_Data provided_:
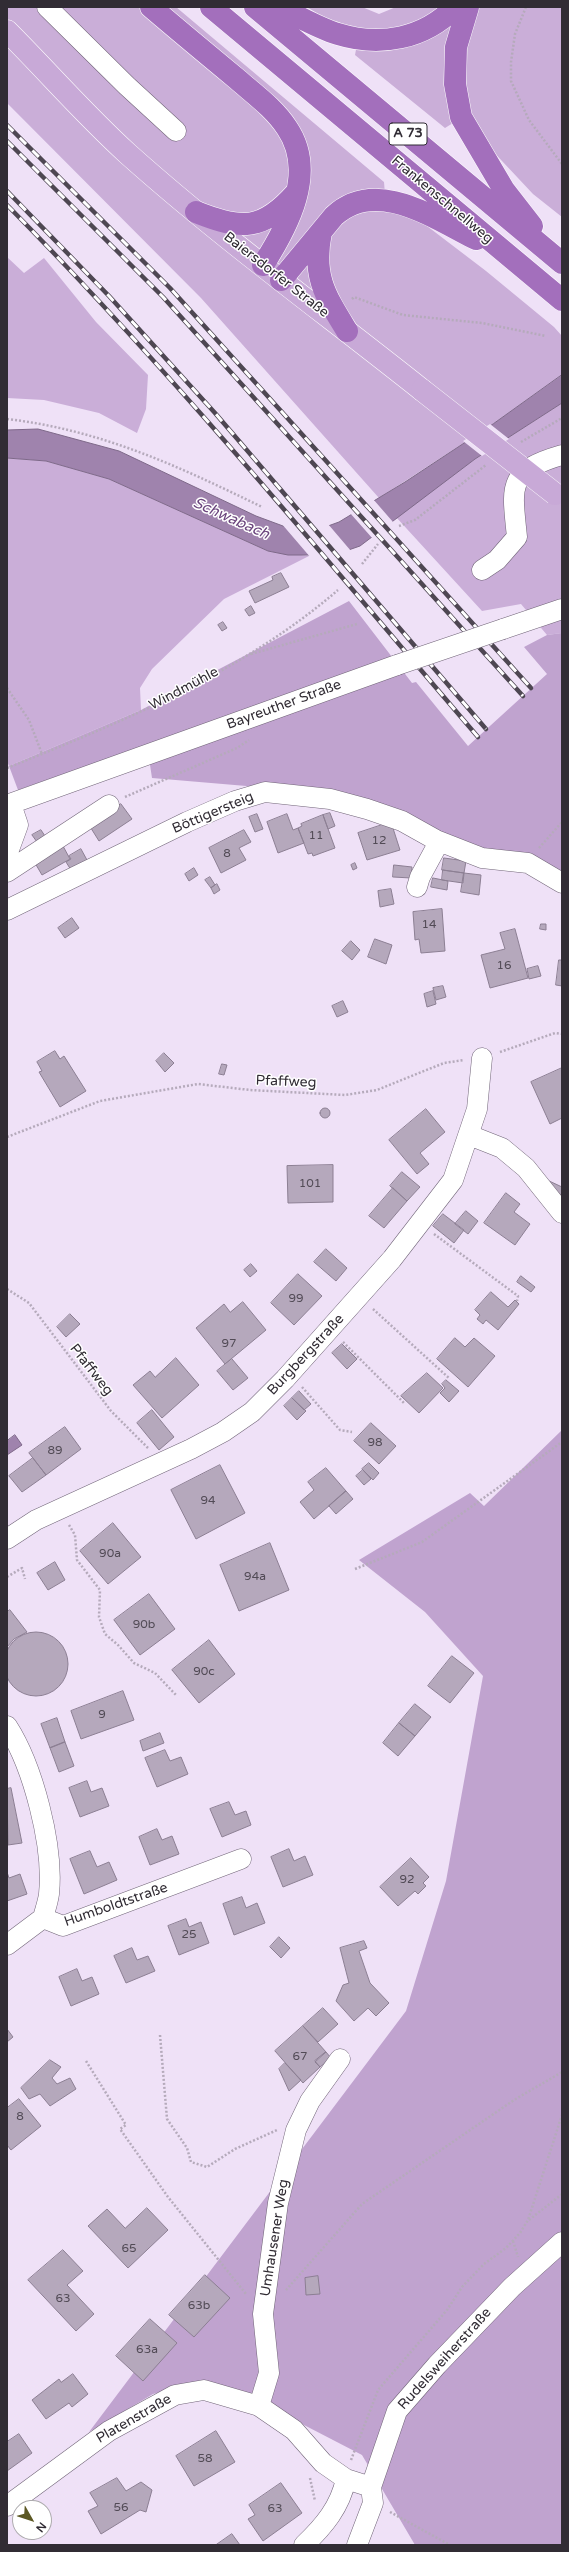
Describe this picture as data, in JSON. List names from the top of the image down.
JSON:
{
  "streets": {
    "highway": ["A 73", "Frankenschnellweg"],
    "main road": ["Baiersdorfer Straße"],
    "street": [
      "Bayreuther Straße",
      "Böttigersteig",
      "Burgbergstraße",
      "Humboldtstraße",
      "Umhausener Weg",
      "Rudelsweiherstraße",
      "Platenstraße"
    ],
    "path": ["Windmühle", "Pfaffweg"]
  },
  "crossings": [
    ["Pfaffweg", "Burgbergstraße"],
    ["Umhausener Weg", "Platenstraße"],
    ["Rudelsweiherstraße", "Platenstraße"]
  ],
  "water": ["Schwabach"],
  "house_numbers": [
    "11",
    "12",
    "8",
    "14",
    "16",
    "101",
    "99",
    "97",
    "98",
    "89",
    "94",
    "90a",
    "94a",
    "90b",
    "90c",
    "9",
    "92",
    "25",
    "67",
    "8",
    "65",
    "63",
    "63b",
    "63a",
    "58",
    "56",
    "63"
  ],
  "north": "bottom right"
}
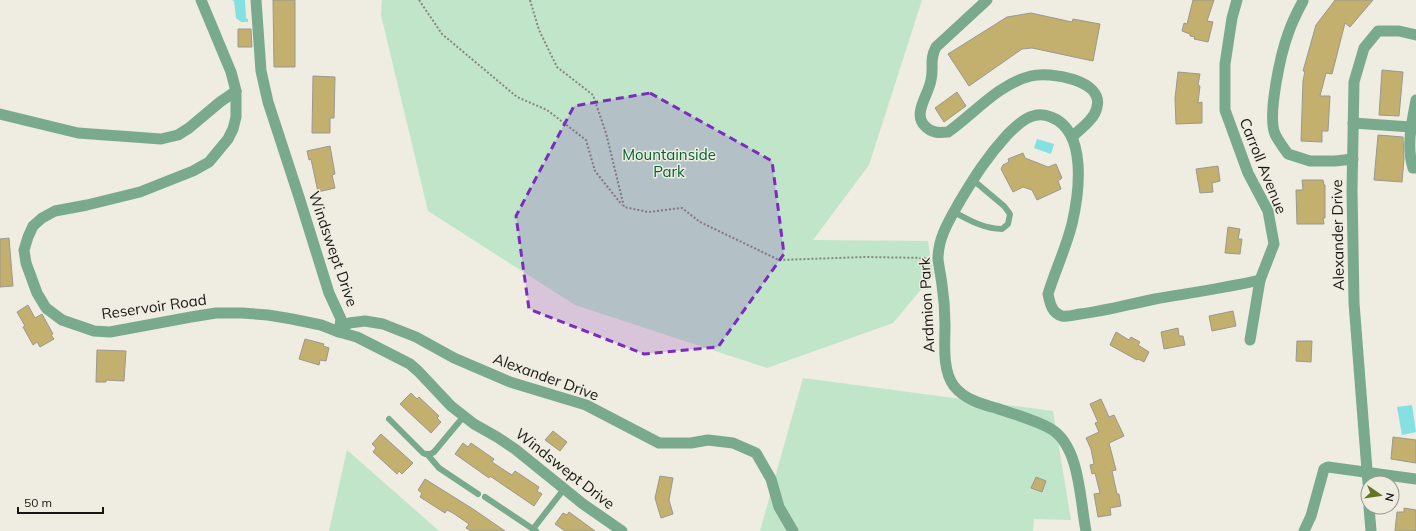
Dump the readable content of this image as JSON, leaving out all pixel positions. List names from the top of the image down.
{
  "streets": {
    "street": [
      "Carroll Avenue",
      "Alexander Drive",
      "Windswept Drive",
      "Ardmion Park",
      "Reservoir Road"
    ]
  },
  "crossings": [
    ["Carroll Avenue", "Ardmion Park"],
    ["Alexander Drive", "Windswept Drive"],
    ["Alexander Drive", "Reservoir Road"],
    ["Windswept Drive", "Reservoir Road"]
  ],
  "parks": ["Mountainside Park"],
  "scale_bar": "50 m",
  "north": "right"
}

_Exercise_: State how many lines of the entries above include the word "down", offering no text other than the number.

_Exercise solution_: 2